Answer 2: It will definitely enter the interrupt; after the trigger condition of external interrupt 1 is met, the interrupt flag of external 1 will be set. Even if the trigger condition of external interrupt 1 disappears later, it will not be cleared. Bit interrupt flag, so after the interrupt processing of timer 0 is completed, the program will still enter the external interrupt 1 handler after judging that the interrupt flag of the external interrupt is 1. The hardware will only be executed when the reti instruction is executed in the external interrupt 1 handler. Clear the interrupt flag of external interrupt 1 (this is why the interrupt return uses the reti instruction and cannot be replaced with ret)...
Interrupt processing is divided into Four stages:
1. Save the scene of the interrupted program, the purpose is to return to the original interrupted place to continue execution after the interrupt is processed;
2 Analyze the source of the interrupt, determine the cause of the interrupt, and consider the priority of the interrupt when multiple interrupts are requested at the same time;
3, go to execute the corresponding processing program;
4. Restore the scene of the interrupted program and continue to execute the interrupted program.
Clear the interrupt flag
There are two ways for MCU to clear the interrupt flag
One is to write "in the register of the interrupt flag through software code" 1" to complete the clearing operation of the flag bit
The second type is when the MCU responds to the interrupt and executes the interrupt service program (that is, the pointer of the program counter jumps to the interrupt service program code area). The hardware automatically performs the reset operation.
Features of multi-level interrupts
1. If a system has n-level interrupts, there are n interrupt request triggers in the MCU, which are collectively called interrupt request registers; the corresponding There are n interrupt mask flip-flops, collectively called interrupt mask registers. Different from single-level interrupts, in multi-level interrupts, the content of the interrupt mask register is a very important program scene. Therefore, when responding to interrupts, it is necessary to save the contents of the interrupt mask register and set a new interrupt mask state. Generally, after a certain level of interrupt is responded, it is necessary to set "1" (close) the interrupt mask trigger of this level and the priority lower than this level, and set "0" (open) the higher-level interrupt mask trigger.
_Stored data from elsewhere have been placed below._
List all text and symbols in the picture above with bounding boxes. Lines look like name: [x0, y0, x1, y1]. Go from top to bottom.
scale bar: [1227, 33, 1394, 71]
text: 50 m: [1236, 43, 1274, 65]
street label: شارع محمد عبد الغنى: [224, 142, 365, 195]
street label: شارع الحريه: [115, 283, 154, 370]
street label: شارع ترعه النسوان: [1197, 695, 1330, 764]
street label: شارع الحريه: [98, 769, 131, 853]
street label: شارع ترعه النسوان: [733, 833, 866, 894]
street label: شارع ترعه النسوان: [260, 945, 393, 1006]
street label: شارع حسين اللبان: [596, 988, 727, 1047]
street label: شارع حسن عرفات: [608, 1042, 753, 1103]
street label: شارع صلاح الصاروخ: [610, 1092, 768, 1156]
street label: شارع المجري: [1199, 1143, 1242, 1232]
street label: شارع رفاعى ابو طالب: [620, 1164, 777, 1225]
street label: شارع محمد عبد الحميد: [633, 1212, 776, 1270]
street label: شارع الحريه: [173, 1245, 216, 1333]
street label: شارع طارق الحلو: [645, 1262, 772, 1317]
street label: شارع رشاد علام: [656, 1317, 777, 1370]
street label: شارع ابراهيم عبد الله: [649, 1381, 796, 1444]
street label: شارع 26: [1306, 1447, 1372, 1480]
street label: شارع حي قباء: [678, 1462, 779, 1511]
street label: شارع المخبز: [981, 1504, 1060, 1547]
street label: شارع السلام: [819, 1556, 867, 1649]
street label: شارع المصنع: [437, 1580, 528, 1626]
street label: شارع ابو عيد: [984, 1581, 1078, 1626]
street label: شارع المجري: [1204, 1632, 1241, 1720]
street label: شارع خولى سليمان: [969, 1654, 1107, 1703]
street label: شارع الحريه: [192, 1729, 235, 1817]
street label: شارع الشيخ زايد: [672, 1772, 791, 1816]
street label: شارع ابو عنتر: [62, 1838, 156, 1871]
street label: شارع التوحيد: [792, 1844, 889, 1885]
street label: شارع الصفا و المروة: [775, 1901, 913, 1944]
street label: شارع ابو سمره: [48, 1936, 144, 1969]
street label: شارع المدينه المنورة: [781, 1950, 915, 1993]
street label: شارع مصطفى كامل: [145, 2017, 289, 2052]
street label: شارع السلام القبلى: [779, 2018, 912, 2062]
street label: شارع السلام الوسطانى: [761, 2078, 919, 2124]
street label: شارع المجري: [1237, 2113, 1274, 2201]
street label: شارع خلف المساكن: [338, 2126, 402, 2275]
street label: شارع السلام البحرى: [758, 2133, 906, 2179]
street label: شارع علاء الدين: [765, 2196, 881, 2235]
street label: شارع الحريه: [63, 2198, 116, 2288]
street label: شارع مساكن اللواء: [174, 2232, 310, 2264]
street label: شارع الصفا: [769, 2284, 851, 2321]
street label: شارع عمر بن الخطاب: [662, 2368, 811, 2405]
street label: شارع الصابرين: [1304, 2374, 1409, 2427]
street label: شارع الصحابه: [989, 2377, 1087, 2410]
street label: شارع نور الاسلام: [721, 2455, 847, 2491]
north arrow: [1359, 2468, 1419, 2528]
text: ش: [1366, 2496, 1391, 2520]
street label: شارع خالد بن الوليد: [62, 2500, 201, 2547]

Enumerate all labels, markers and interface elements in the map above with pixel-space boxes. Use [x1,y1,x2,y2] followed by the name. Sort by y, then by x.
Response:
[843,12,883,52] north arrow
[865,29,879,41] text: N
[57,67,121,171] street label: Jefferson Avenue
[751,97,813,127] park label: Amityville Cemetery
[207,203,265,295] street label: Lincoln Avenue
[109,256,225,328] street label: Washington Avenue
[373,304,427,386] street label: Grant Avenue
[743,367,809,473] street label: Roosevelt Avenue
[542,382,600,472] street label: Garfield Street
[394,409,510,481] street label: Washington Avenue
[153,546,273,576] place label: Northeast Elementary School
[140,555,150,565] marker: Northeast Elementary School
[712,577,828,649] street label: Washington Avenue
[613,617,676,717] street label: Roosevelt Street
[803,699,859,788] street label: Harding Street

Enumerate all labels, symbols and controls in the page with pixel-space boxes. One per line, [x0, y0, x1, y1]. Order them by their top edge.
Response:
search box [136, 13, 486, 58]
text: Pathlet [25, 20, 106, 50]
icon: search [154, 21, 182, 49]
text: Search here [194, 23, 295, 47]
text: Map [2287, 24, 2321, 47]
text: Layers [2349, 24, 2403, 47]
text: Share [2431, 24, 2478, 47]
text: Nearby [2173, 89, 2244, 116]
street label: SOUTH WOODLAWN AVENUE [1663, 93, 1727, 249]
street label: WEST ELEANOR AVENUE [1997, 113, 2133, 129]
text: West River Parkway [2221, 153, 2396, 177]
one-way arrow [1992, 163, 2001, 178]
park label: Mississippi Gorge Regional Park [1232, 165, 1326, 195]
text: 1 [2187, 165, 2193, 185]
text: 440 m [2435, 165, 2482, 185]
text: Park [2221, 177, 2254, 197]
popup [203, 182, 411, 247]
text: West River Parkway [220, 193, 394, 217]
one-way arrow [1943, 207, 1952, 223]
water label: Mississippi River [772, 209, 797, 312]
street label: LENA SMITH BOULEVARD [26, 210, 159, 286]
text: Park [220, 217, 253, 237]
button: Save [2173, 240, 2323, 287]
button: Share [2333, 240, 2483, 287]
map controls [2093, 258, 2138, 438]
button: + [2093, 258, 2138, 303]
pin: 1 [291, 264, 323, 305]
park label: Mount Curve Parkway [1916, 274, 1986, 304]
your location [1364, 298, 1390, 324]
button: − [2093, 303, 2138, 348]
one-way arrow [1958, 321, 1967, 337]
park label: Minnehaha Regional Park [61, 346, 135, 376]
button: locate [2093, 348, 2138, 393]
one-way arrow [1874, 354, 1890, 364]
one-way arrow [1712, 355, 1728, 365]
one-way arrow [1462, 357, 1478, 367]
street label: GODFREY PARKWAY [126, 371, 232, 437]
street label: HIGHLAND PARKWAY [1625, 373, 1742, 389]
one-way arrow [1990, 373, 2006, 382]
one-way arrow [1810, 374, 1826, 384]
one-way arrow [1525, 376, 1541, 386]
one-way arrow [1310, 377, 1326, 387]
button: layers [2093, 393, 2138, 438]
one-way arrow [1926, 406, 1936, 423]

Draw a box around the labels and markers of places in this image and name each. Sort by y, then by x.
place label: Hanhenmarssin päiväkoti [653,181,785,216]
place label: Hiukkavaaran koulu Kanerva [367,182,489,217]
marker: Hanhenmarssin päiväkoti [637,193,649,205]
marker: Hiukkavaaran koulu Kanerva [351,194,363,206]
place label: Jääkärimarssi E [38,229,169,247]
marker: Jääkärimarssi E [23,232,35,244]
To achieve normal interrupt nesting.
2. Each level of the multi-level interrupt can have only one interrupt source or multiple interrupt sources. Interrupt nesting can be achieved between multi-level interrupts, but interrupts with different interrupt sources in the same level cannot be nested. It must be processed after one interrupt is processed, and then respond to and process other interrupt sources in the same level.